[Data under study]
--- START ---
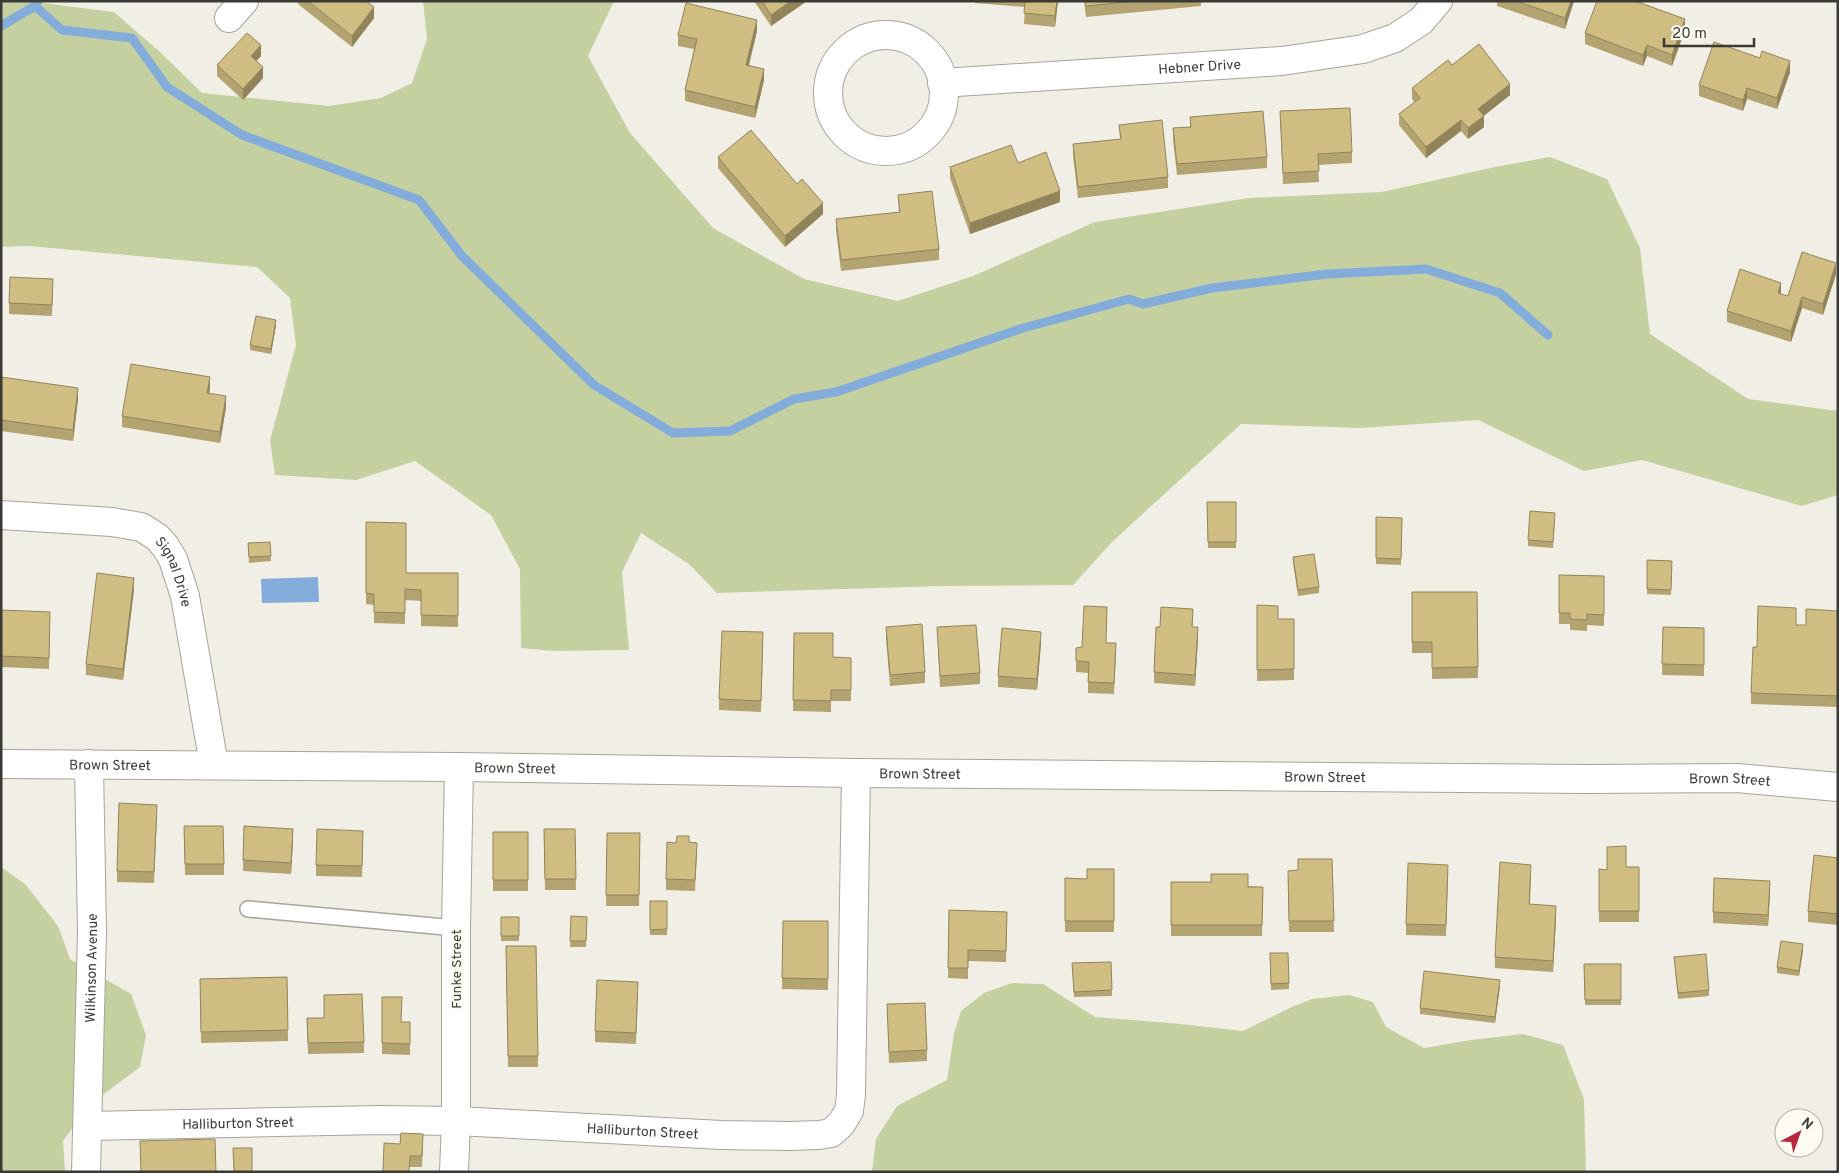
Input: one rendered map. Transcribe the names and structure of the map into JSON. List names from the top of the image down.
{
  "streets": {
    "street": [
      "Hebner Drive",
      "Signal Drive",
      "Brown Street",
      "Wilkinson Avenue",
      "Funke Street",
      "Halliburton Street"
    ]
  },
  "crossings": [
    ["Signal Drive", "Brown Street"],
    ["Brown Street", "Wilkinson Avenue"],
    ["Brown Street", "Funke Street"],
    ["Brown Street", "Halliburton Street"],
    ["Wilkinson Avenue", "Halliburton Street"],
    ["Funke Street", "Halliburton Street"]
  ],
  "scale_bar": "20 m",
  "north": "top right"
}
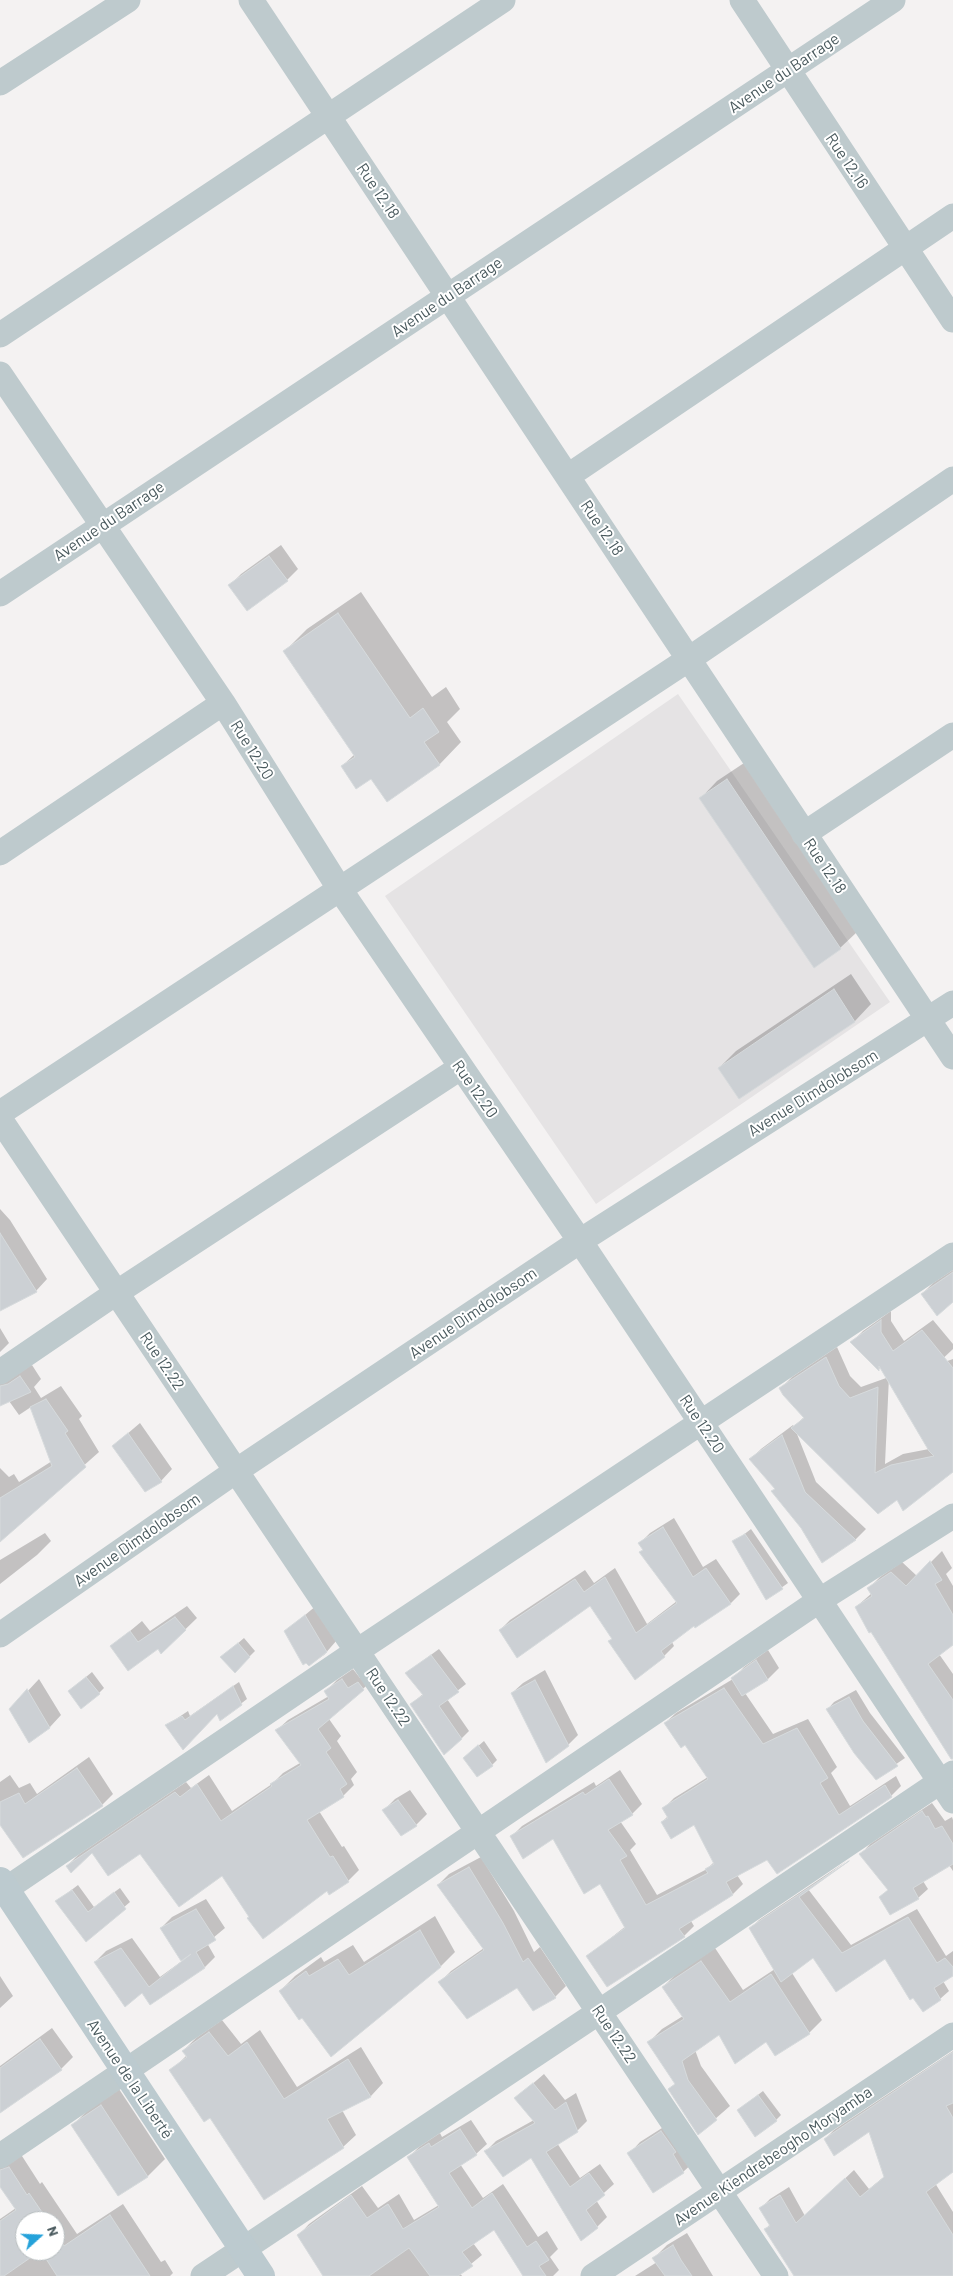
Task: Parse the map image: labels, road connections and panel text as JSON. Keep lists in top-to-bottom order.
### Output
{
  "streets": {
    "main road": ["Avenue de la Liberté"],
    "street": [
      "Avenue du Barrage",
      "Rue 12.16",
      "Rue 12.18",
      "Rue 12.20",
      "Avenue Dimdolobsom",
      "Rue 12.22",
      "Avenue Kiendrebeogho Moryamba"
    ]
  },
  "crossings": [
    ["Avenue du Barrage", "Rue 12.16"],
    ["Avenue du Barrage", "Rue 12.18"],
    ["Avenue du Barrage", "Rue 12.20"],
    ["Rue 12.18", "Avenue Dimdolobsom"],
    ["Rue 12.20", "Avenue Dimdolobsom"],
    ["Avenue Dimdolobsom", "Rue 12.22"],
    ["Rue 12.22", "Avenue Kiendrebeogho Moryamba"]
  ],
  "north": "right"
}
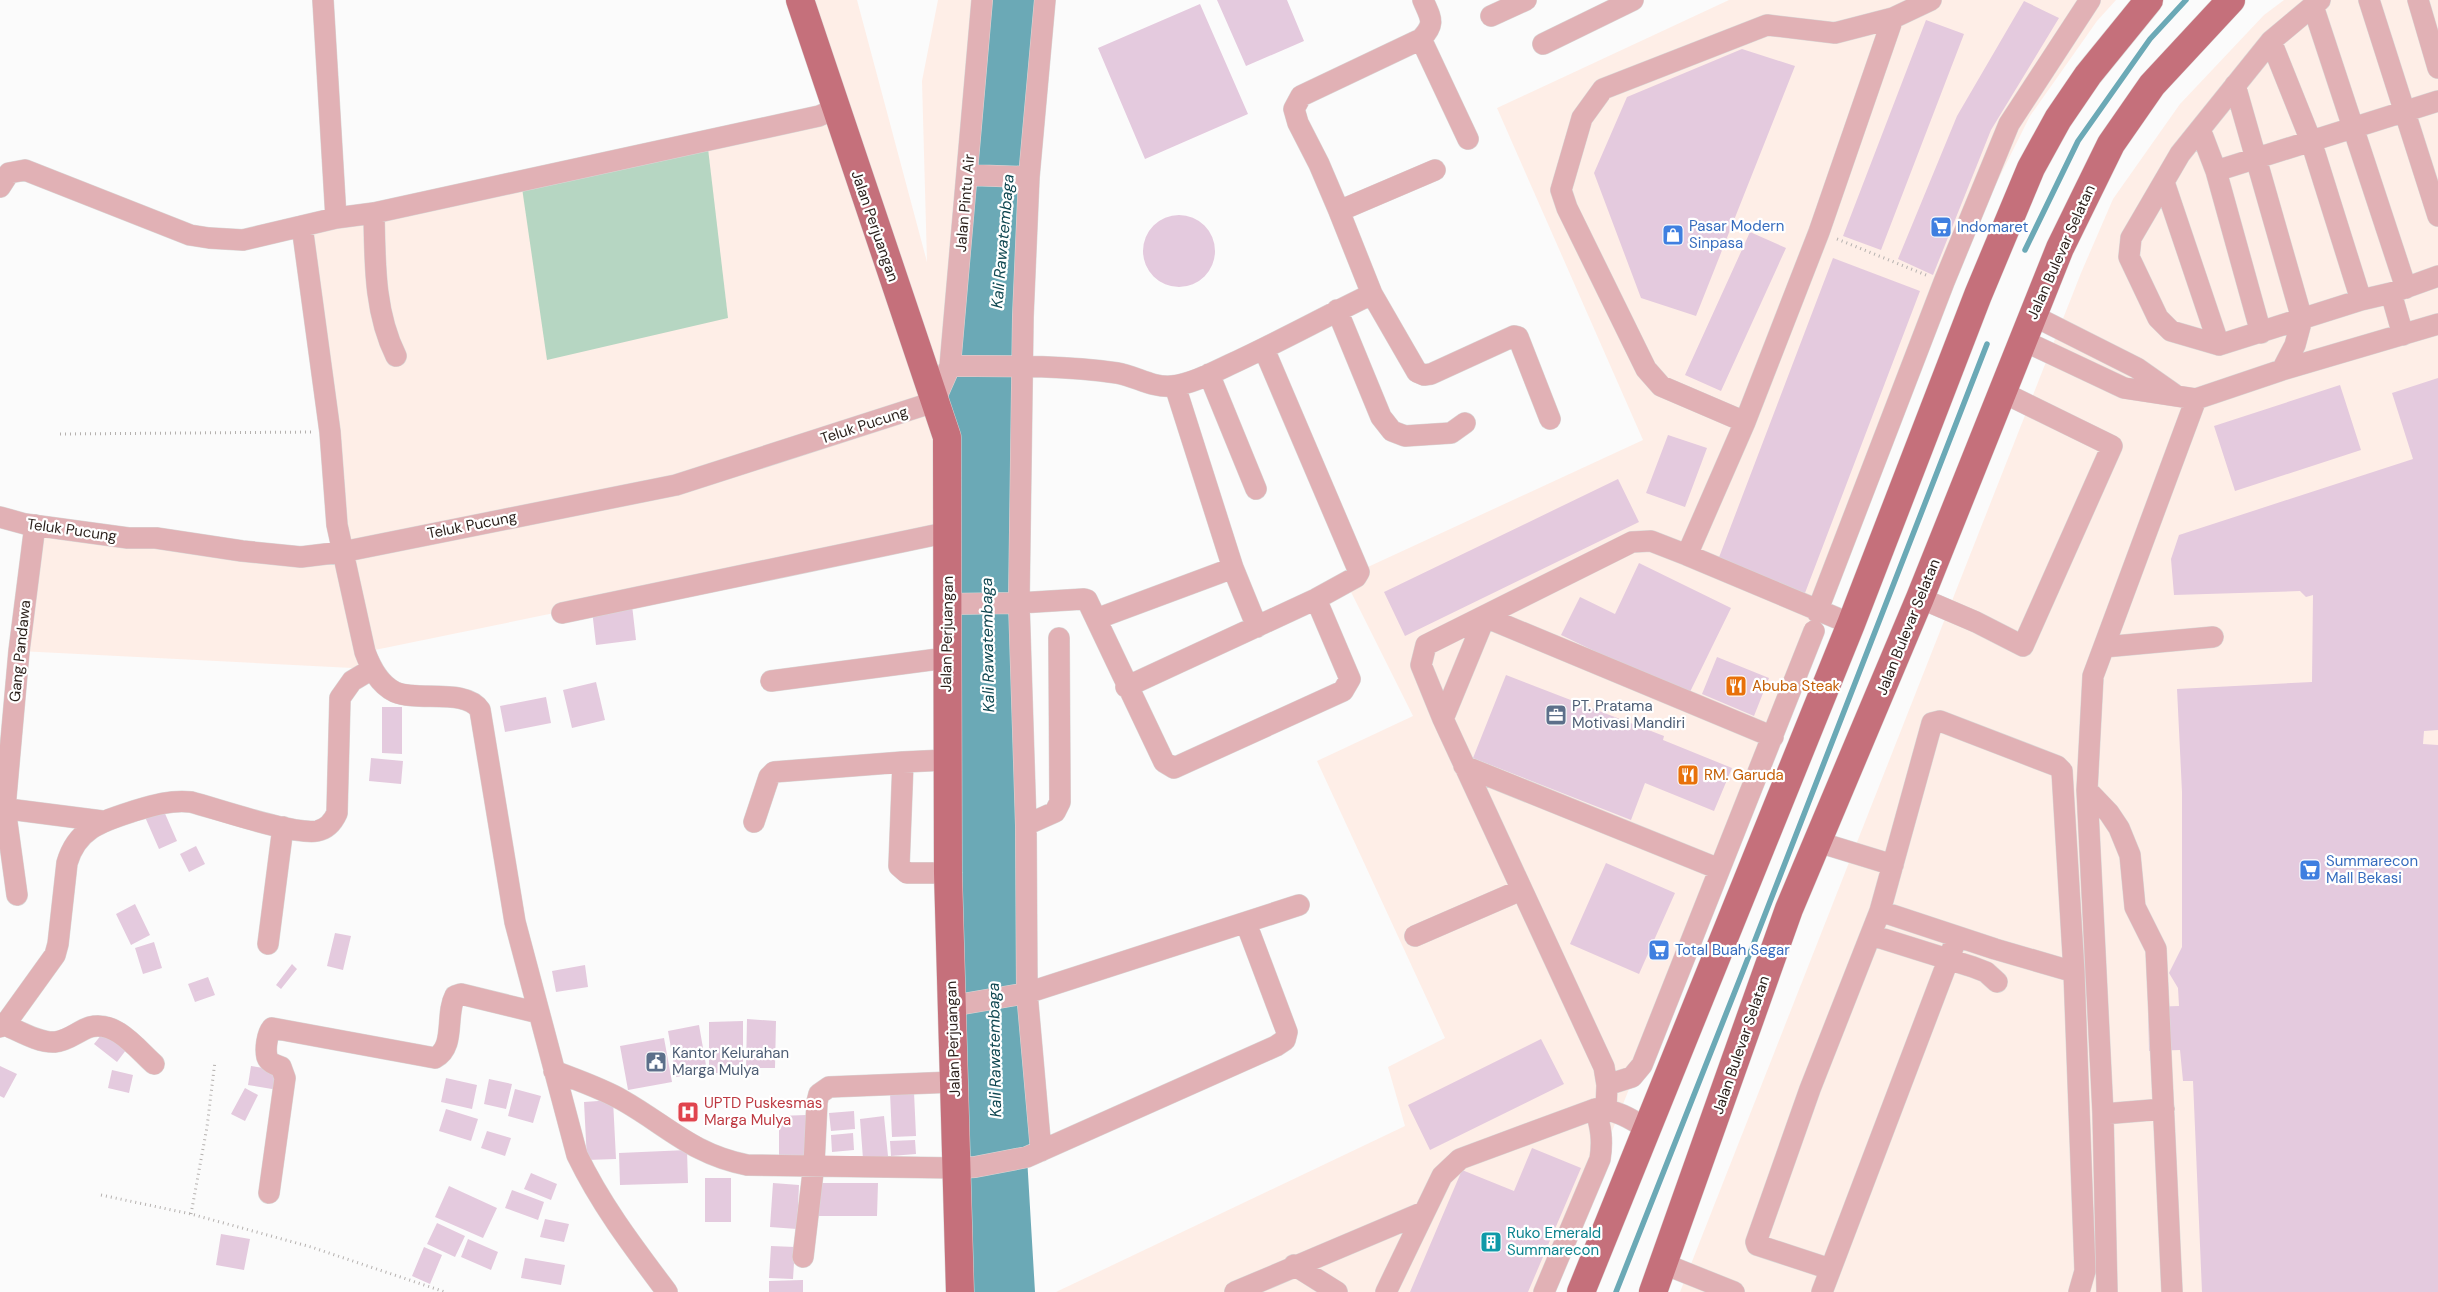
--- END ---
Hand back the records above exactly, leaving out every picture.

[Expected output]
Input: one rendered map. Transcribe the names and structure of the map into JSON. List names from the top of the image down.
{
  "streets": {
    "street": [
      "Hebner Drive",
      "Signal Drive",
      "Brown Street",
      "Wilkinson Avenue",
      "Funke Street",
      "Halliburton Street"
    ]
  },
  "crossings": [
    ["Signal Drive", "Brown Street"],
    ["Brown Street", "Wilkinson Avenue"],
    ["Brown Street", "Funke Street"],
    ["Brown Street", "Halliburton Street"],
    ["Wilkinson Avenue", "Halliburton Street"],
    ["Funke Street", "Halliburton Street"]
  ],
  "scale_bar": "20 m",
  "north": "top right"
}
Task: Parse the map image: labels, road connections and panel text as JSON. Keep lists in top-to-bottom order.
### Output
{
  "streets": {
    "main road": ["Avenue de la Liberté"],
    "street": [
      "Avenue du Barrage",
      "Rue 12.16",
      "Rue 12.18",
      "Rue 12.20",
      "Avenue Dimdolobsom",
      "Rue 12.22",
      "Avenue Kiendrebeogho Moryamba"
    ]
  },
  "crossings": [
    ["Avenue du Barrage", "Rue 12.16"],
    ["Avenue du Barrage", "Rue 12.18"],
    ["Avenue du Barrage", "Rue 12.20"],
    ["Rue 12.18", "Avenue Dimdolobsom"],
    ["Rue 12.20", "Avenue Dimdolobsom"],
    ["Avenue Dimdolobsom", "Rue 12.22"],
    ["Rue 12.22", "Avenue Kiendrebeogho Moryamba"]
  ],
  "north": "right"
}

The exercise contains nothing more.